The findings call into question common practices across all professions. But researchers said this was not surprising.
Tony D. Lamontagne, professor of work, health and wellbeing at Melbourne’s Deakin University, said: “Employers want to think they’re doing something, but they’re not taking a hard look or changing how work works. I don’t want to do that.” Australia was not involved in this study.
Workplace mental health interventions can send the message, “If you’re still stressed out even with these programs, it’s your fault,” Lamontagne says. “People who don’t take a critical view may internalize their failures as, ‘So I’m really a loser.'”
The corporate wellness services industry has boomed in recent years, with thousands of vendors competing for billions of dollars in revenue. Companies invest in this intervention in hopes of saving overall costs by improving employee health and productivity.
There are also studies that support this prediction. A 2022 study that followed 1,132 U.S. workers using Spring Health, a platform that connects employees with mental health services such as treatment and medication management, found that 69.3 percent of participants showed improvement in depression. It has been found. Participants also reported taking fewer days off from work and being more productive.
Adam Chekroed, co-founder of Spring Health and assistant professor of psychiatry at Yale University, said Dr. Fleming’s study tested an intervention that was “not very reliable” and measured happiness several months later. He said if workplace interventions were ignored entirely, there was a risk of “throwing out the baby with the bathwater”.

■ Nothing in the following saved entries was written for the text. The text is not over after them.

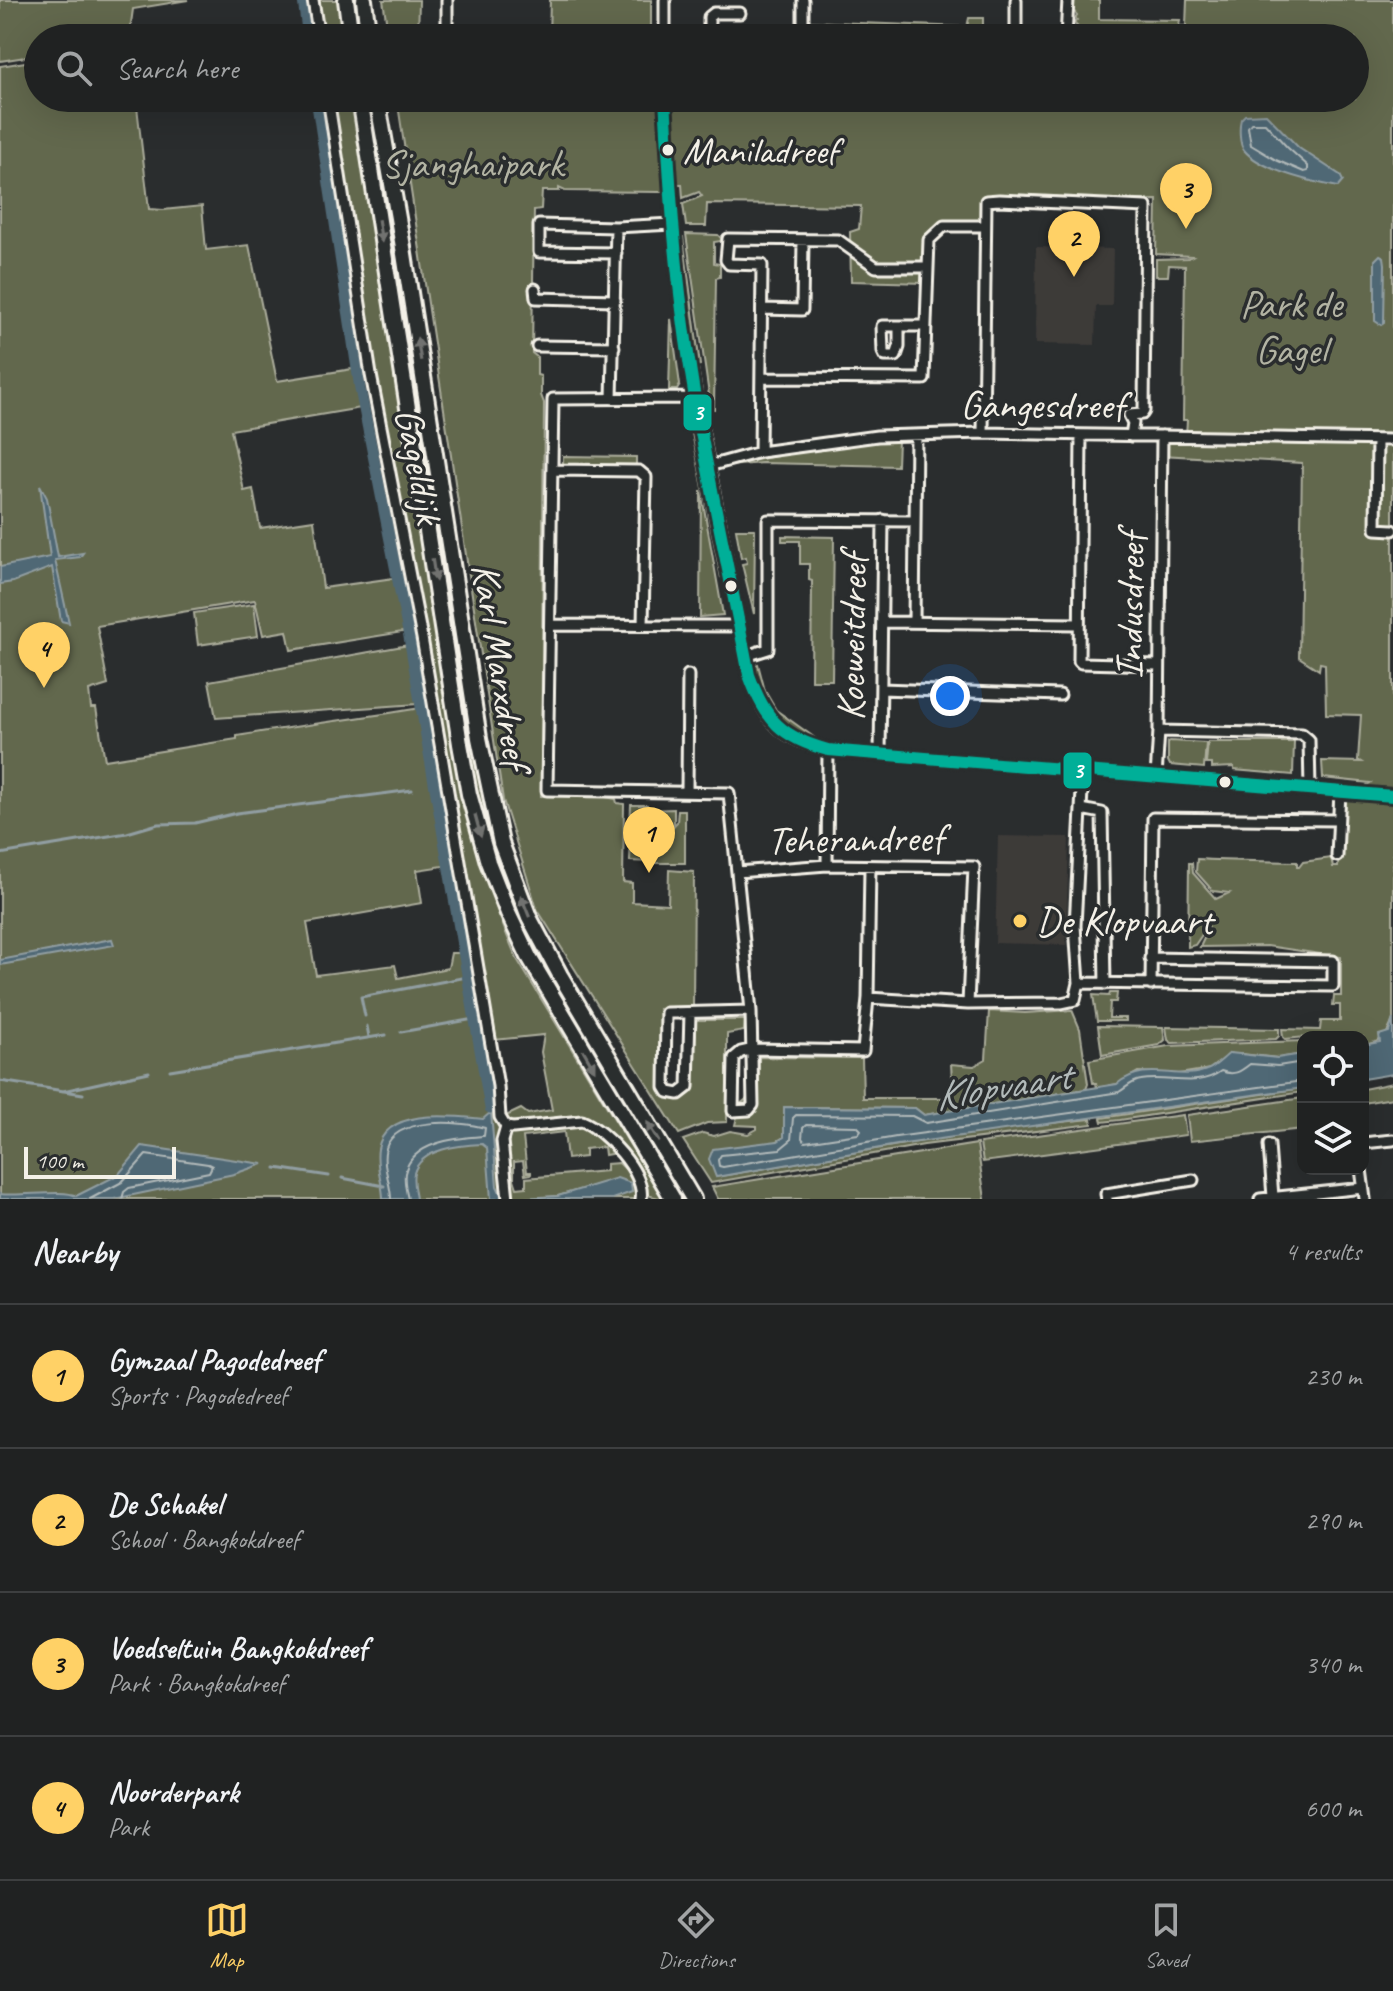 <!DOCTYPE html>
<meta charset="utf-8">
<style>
:root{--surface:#202222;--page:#2d2f2f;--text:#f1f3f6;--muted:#a2a4a5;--line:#3d3f40;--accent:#ffd166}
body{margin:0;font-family:Caveat,sans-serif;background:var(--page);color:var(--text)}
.controls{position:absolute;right:24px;bottom:24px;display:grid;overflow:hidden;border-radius:16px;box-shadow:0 8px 32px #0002}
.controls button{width:72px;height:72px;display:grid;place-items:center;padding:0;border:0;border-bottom:2px solid var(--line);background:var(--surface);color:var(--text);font:40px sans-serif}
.scale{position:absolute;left:24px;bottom:20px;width:152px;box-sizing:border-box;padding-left:8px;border:4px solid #f4f1e8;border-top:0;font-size:22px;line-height:28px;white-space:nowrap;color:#f4f1e8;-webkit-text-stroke:6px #2a2d2e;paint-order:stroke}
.you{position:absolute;left:950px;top:696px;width:28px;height:28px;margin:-20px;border:6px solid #fff;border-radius:50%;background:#1a73e8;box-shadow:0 0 0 12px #1a73e833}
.badge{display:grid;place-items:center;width:52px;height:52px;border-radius:50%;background:var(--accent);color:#111;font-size:26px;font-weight:700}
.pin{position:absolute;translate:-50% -66px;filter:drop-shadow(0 2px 4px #0008)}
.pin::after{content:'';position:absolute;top:42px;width:28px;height:24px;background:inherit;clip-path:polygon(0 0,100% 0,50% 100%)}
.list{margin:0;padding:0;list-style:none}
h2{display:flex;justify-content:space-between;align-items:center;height:104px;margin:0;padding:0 32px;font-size:34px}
h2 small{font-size:26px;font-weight:400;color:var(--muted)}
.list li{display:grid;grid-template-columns:52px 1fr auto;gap:24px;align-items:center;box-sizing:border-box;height:144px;padding:0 32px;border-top:2px solid var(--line)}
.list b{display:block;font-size:30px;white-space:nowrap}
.list p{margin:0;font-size:26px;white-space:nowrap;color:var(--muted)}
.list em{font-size:26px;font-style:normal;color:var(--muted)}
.icon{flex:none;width:44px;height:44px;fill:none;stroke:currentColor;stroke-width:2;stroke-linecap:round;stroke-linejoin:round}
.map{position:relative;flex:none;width:1393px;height:1199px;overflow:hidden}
.search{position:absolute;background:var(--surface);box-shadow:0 8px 32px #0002;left:24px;right:24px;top:24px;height:88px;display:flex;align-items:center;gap:20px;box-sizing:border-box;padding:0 28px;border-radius:44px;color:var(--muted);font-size:30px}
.sheet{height:680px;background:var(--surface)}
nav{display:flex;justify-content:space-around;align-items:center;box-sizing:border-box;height:112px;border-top:2px solid var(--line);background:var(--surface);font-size:22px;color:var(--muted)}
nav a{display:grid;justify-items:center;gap:4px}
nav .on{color:var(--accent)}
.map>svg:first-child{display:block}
</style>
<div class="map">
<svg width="1393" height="1199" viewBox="0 0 1393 1199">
<rect width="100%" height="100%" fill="#2a2d2e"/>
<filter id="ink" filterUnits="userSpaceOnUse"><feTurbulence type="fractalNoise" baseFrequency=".0125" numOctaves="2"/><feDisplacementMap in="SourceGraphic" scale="16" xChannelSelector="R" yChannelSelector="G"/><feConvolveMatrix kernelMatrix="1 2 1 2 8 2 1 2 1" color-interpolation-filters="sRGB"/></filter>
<g filter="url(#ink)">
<path fill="#3d3a39" d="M1036 247 1113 249 1112 306H1096L1095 345 1035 344Z
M998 836 1069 837 1066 945 995 943Z"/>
<path fill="#62684e" stroke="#abac9b" stroke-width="2" fill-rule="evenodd" d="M0 0H188L133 9 129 38H38V55L0 61Z
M318 0H339L344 38H323Z
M383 0H419L418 38H389Z
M550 0H651V38H549Z
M1073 0H1099V19L1180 20 1179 26H1186L1187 0H1393V1019C1387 1037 1382 1042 1363 1045V1037H1339V1034L1285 1039 1283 1037 1282 1029 1320 1030 1321 1021H1340V1005H1333L1334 996H1341V957L1267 946 1200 947 1209 928 1208 926 1195 945 1188 947 1189 863H1192L1193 873 1216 899 1229 893 1213 891 1196 872 1197 859C1230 861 1264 861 1297 862V867H1299L1303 862 1331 858 1333 867H1338L1343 801 1370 783 1323 778 1322 761 1361 762 1358 760 1361 715 1326 714 1325 664 1320 663 1319 670 1299 657 1302 463 1161 455 1162 436 1186 435 1187 420H1183L1185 266 1169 265 1168 276H1156V259L1188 258 1192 256 1156 254 1157 200 986 201 985 226H944L929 240 926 283 851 281 850 232 859 229 861 206 707 204 706 226H686L683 204 702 196 699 192 683 198 682 184H663V192H659L565 191 559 188V191H542L541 209 534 210 532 353 537 357V375L541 376V395L544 403 541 796H600L616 799 617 803 624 804 623 882 632 883V902L668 904 669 870 694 872 693 1008 659 1009 668 1096 691 1088 694 1020H745L744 1031 727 1034V1122L707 1123 679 1134 537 909 503 800 397 98H1355V38H1074L1076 31 1074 28 1077 26 1074 23 1077 20 1075 18 1077 15 1071 8Z
M969 18H983V29L987 30V38H807V21L967 27Z
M38 60V98H136L149 209 163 210 202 206 206 250 249 245 277 381 359 368 367 407 231 430 244 491 253 489 260 528 314 520 323 588 401 577 409 631 291 650 287 631 263 635 255 600 97 626 108 685 89 691 91 708H96L105 760 237 739V736C303 725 368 717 433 706L457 852 449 854 450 865 417 870 422 903 307 923 316 975 395 965 398 978 448 968 451 953H466L468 964 475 963 500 1110 506 1116 521 1109 528 1114 552 1110 541 1052 544 1035 494 1040 421 606 372 359 332 98H353L458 769C471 835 490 898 517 959L663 1199 647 1195V1199H594L617 1179 558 1196 516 1199H0V66ZM580 1116C606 1118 643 1168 647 1192L639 1193 631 1175 619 1163 606 1164V1171L526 1178V1187L517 1188 514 1179V1162L523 1161 525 1175 531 1174V1172H527L523 1137 564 1132 567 1159 585 1157V1149L604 1147 605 1155 611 1154C608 1140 592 1129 579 1125L520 1131 509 1135 507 1119 512 1123Z
M365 98H374L476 757 492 837 523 919 686 1199 630 1107 617 1095 554 991 502 889 464 758Z
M686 234 718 235 721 238V241L714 242V263L720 264V277L716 278 714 409H711Z
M680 237H683L700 365 697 366Z
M671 319 680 385 677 390H669Z
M691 428H694L720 560 721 578Z
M898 440 897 466 762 463 728 466 804 450Z
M563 456 636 457V467L563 466Z
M701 491 723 615 700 617Z
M736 529H754L755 531 754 614 742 564 747 563 746 557 741 558Z
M782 536 834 537 832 680H811L812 581 809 580V564H800V541H782Z
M254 604 258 636 198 645 194 613Z
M414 644 424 702 418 704 216 718 209 681Z
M758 664 765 691 776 710 825 745C782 735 763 707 753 666Z
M1170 741 1206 743 1204 768 1170 765 1168 761V742Z
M1208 742H1294L1293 775 1234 770V767L1212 768V764H1206Z
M631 805H647V810L674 809V823L652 843 639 828 630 827Z
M678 810H685V863H652L653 849 677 822Z
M631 832 638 833 649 846 650 862 630 861Z
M1110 993H1117L1116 1002H1110L1109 1018H1126V1021H1097L1093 995 1109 996Z
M1072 1010 1080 1029 1088 1084 1086 1089 924 1115 915 1108 784 1107V1137L716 1177C841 1155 965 1131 1091 1119L1092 1124 924 1145 711 1183 683 1140 703 1133 714 1136 730 1131 748 1134 757 1129V1126L735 1125 740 1104 758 1090 759 1057 862 1058 863 1098H946L953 1096 951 1064 974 1066 986 1059 989 1011 1025 1013Z
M1098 1026 1163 1027 1165 1040 1159 1045 1102 1055Z
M1166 1027 1279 1029V1036L1276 1039 1172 1043 1168 1040Z
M1303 1041V1054L1278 1058 1242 1054 1216 1064 1210 1069 1179 1074 1138 1072 1117 1084 1097 1088 1096 1083H1093L1089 1060 1168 1046Z
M1393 1083V1098L1363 1103V1089Z
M1303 1088V1092L1120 1120 1102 1122 1101 1118Z
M1303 1098V1129L1190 1141 1187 1115Z
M1183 1115 1186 1135 983 1162 980 1143Z
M977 1144 985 1199H718L712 1187Z"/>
<path fill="#4f6774" stroke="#919ea2" stroke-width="2" d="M1266 114 1299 148 1340 175 1343 181 1338 187C1313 182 1261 171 1244 150 1239 144 1239 126 1241 119L1245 115Z
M1380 255 1384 257 1385 264 1384 323 1381 325 1375 321V260Z
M40 485 47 498 58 557 83 553 80 557 55 560 69 623 61 621 52 567 13 582 0 584V567L50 557Z
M112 939 114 945 0 965V960Z
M1393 1019V1074L1363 1079V1045L1380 1042 1379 1035 1389 1032Z
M1230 1053 1277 1058 1303 1054V1088L897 1145 716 1177 709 1159 713 1149 778 1141 784 1137V1107L915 1108 924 1115 1117 1084C1148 1059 1178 1083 1209 1069 1216 1066 1223 1058 1230 1053Z
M491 1112 497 1186 503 1199H491L487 1148 482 1144C461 1145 421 1148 414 1173 412 1181 415 1191 416 1199H383C383 1183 375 1166 378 1149 385 1107 453 1116 483 1119Z
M142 1146 263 1164 234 1174 114 1199H0V1194C20 1197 64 1189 76 1196L118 1175Z
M617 1178 631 1183 632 1192 612 1199H505L558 1196Z"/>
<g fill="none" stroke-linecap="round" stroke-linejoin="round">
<path stroke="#b2baba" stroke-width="2" d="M1251 123H1265L1287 147 1308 166V171L1304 172 1276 160 1251 145 1248 127Z
M1303 1062 1278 1066 1250 1064C1240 1072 1234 1076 1221 1071 1197 1089 1168 1075 1141 1080 1132 1081 1126 1088 1119 1092L926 1123 912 1116 796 1115 793 1118 791 1140 780 1149 721 1155 718 1160 719 1166 723 1167 896 1137 1303 1081
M806 1125 857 1126 861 1130 858 1134 805 1142 802 1138 803 1128Z
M90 1199 122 1182 146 1155 208 1164 212 1166 209 1172 129 1188 124 1192 122 1199
M391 1199C391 1183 381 1164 386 1148 396 1116 461 1121 485 1128L484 1136C458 1138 412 1141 405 1173 404 1181 406 1191 408 1199"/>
<path stroke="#919ea2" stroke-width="3" d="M0 854 127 833 158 824 195 823 237 813 412 790
M365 1016 361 997 467 977
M367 1026 369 1037
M401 1032 474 1019
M170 1070 386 1035
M0 1081 83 1094
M63 1091 149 1072
M276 1168 329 1176
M342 1178 384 1186"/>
<path stroke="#4f6774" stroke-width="11" d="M303 0 308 38
M316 98 360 389 409 637 490 1108"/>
<g stroke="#f4f1e8" stroke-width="15">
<path id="minor" d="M313 0 319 38
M447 0V38
M665 0V38
M709 38V17L714 13H740
M803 38V0
M1016 38V0
M1066 38 1068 0
M328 98 371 375 422 638 498 1086 500 1117 506 1127 502 1141 508 1199
M665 98 672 224 682 313 701 424 749 675C763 720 781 740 828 750L1393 796
M616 253 539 252V225L616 227 672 224
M535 289 536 298 615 300
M762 309 802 310 803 240
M899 327V347L896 356H885L883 352 882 326H925
M537 346 614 347
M762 378 924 379 929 240 944 226H985
M696 398 553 399 547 790 729 793 751 1011 753 1105 749 1110 733 1111 734 1058 741 1052 754 1049 863 1051 868 998 870 867
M612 399 616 227
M983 433 986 201 999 200 1146 207 1144 411 1142 414 1129 415 1133 423 1131 436
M1081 435 1079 661 1081 663 1158 665
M1377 440 1376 529 1393 530
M760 452 762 265 729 264 726 260 728 239 838 240 876 267H927
M709 466 760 452 877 436 983 433 1393 440
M553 470 639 471 646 477 643 625
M914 621 916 435
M882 622 1078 624
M550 625 740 626
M746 656 768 649V520L914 521
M881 689 1060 695
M1159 731 1302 734 1309 740 1310 789
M880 754 883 520
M1156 777 1159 731 1162 436
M687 791 688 675
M1081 809 1102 813 1105 984
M1337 856 1340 791
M827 865 828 750
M737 872 827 865 974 867 968 1004
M1079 983 1333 986V961L1150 958
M1151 985 1153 818 1338 820
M868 998 968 1004 1061 1003 1075 1000 1079 983 1075 926 1083 771
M690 1013 688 1087 679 1094 668 1092 665 1087 666 1013 751 1011
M506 1127 513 1128 582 1121C605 1130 646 1173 641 1199
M1363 1143 1393 1140
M1269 1145 1273 1197
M1361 1169 1365 1199
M1107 1199 1106 1194 1193 1180
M1260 1199 1363 1188"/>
</g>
<g stroke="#f4f1e8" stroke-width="20">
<path id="trunk" d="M346 0 351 38
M364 0 369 38
M360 98 460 744 469 794 488 862 508 913 529 957 673 1199
M377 98 402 241 479 738 501 843 529 917 560 975 693 1199"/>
</g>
<use href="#minor" stroke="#2a2d2e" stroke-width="9"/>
<use href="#trunk" stroke="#2a2d2e" stroke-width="14"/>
<g stroke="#2a2d2e" stroke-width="18">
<path id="bus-1" d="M665 98C669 169 673 240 682 310 697 432 726 554 749 675 765 720 782 738 828 750L1393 796"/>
</g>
<use href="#bus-1" stroke="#00af98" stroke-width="12"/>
</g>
<defs><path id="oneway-solid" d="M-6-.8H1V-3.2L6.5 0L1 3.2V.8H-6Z" transform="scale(2)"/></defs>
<g fill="#71726f">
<use href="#oneway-solid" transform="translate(380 231) rotate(81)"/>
<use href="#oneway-solid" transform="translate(419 349) rotate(-99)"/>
<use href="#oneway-solid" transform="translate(434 570) rotate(81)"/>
<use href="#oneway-solid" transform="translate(478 826) rotate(75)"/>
<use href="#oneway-solid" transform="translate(525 906) rotate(-112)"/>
<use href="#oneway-solid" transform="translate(589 1060) rotate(60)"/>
<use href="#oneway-solid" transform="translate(653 1132) rotate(-121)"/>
</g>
</g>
<g fill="#f4f1e8" stroke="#2a2d2e" stroke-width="3">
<circle cx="668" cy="150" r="7"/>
<circle cx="731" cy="586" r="7"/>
<circle cx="1225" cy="782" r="7"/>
</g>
<circle fill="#ffd166" stroke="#2a2d2e" stroke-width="3" cx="1020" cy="921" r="8"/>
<g text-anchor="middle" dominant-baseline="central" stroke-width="7" stroke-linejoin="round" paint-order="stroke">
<g font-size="38" fill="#f4f1e8" stroke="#2a2d2e" text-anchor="start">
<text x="683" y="150">Maniladreef</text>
</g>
<g font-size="40" fill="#b2b3a3" stroke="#2a2d2e">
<text x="472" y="164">Sjanghaipark</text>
<text x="1291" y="304">Park de<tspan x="1291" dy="46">Gagel</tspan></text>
</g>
<g font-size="40" fill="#f4f1e8" stroke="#2a2d2e">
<text x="1042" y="405">Gangesdreef</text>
<text transform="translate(419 466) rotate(79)">Gageldijk</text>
<text transform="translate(1130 606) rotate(-89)">Indusdreef</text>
<text transform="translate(852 637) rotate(-89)">Koeweitdreef</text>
<text transform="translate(501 666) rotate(81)">Karl Marxdreef</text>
<text transform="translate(855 839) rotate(-1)">Teherandreef</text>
</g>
<g font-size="40" fill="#f4f1e8" stroke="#2a2d2e" text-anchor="start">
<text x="1036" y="921">De Klopvaart</text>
</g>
<g font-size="42" font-style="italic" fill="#b2baba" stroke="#2a2d2e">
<text transform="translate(1002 1086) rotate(-9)">Klopvaart</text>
</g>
</g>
<g stroke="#2a2d2e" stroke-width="3">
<rect x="682" y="393" width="31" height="39" rx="8" fill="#00af98"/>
<rect x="1062" y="751" width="31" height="39" rx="8" fill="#00af98"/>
</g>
<g font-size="22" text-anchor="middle" font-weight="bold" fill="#fff">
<text x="698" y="420">3</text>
<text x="1078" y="778">3</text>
</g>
</svg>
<div class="controls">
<button><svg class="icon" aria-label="locate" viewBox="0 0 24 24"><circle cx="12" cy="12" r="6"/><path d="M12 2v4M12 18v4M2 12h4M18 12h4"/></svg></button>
<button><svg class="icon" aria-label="layers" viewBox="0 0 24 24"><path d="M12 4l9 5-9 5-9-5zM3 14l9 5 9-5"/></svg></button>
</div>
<div class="scale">100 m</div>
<div class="you"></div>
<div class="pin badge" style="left:649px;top:873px">1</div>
<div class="pin badge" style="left:1074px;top:277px">2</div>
<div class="pin badge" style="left:1186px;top:229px">3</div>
<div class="pin badge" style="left:44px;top:688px">4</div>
<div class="search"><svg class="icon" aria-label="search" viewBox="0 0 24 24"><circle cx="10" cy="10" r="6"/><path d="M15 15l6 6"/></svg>Search here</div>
</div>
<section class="sheet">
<h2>Nearby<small>4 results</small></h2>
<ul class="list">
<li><span class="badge">1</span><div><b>Gymzaal Pagodedreef</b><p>Sports · Pagodedreef</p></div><em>230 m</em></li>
<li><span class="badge">2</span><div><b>De Schakel</b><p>School · Bangkokdreef</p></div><em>290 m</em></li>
<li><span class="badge">3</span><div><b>Voedseltuin Bangkokdreef</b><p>Park · Bangkokdreef</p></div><em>340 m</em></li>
<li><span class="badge">4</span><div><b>Noorderpark</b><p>Park</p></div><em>600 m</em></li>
</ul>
</section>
<nav>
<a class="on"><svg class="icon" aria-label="map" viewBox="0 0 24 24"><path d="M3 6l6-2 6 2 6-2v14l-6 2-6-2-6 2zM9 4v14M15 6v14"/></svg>Map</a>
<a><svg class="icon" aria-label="directions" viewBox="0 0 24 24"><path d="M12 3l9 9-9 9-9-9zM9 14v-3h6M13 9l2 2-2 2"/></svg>Directions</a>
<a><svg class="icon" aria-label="saved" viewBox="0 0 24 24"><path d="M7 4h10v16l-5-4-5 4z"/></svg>Saved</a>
</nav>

“There’s recent, very reliable data that things like mental health programs improve all of the indicators he mentioned,” Dr. Chekrud said. “That’s a baby you shouldn’t throw away.”
There is also solid evidence that practices like mindfulness can have positive effects. Controlled studies consistently demonstrate reduced stress, anxiety and depression following mindfulness training.
Larissa Bartlett, a researcher at the University of Tasmania who has designed and taught mindfulness programs, said the lack of effectiveness found by Dr Fleming could reflect variations in the offering. Ta. She added that “light touch” interventions like apps are generally less effective than one-on-one or group training.
Dr. Fleming’s study found that “most of these details are missing, condensing the type of intervention into a broad label, with intervention participants saying yes/no that they were involved and felt they had benefited from the program they had undertaken.” “We are ignoring reports from the government,” she said.
She added that a key missing piece is long-term data to show whether participants experience improvement over time. As a result, she said, they were able to see a “bird’s eye view” of participants’ well-being, “ignoring any changes that may occur on an individual level.”
Dr. Fleming said he was aware of a body of research supporting the treatment’s effectiveness, but because the data came from controlled trials in which the treatment was very well implemented, “this is a very positive result. I’ve never been more convinced.” , may not apply to employer-sponsored programs.
Dr David Klepas-Key, head of research and applied learning at the UK Mental Health Foundation, who advises the World Health Organization and Public Health England on mental health initiatives, has drawn on Dr Fleming’s data and analysis to: It is stated as follows. It’s stronger than “most of the research that has produced a consensus that employee assistance works.”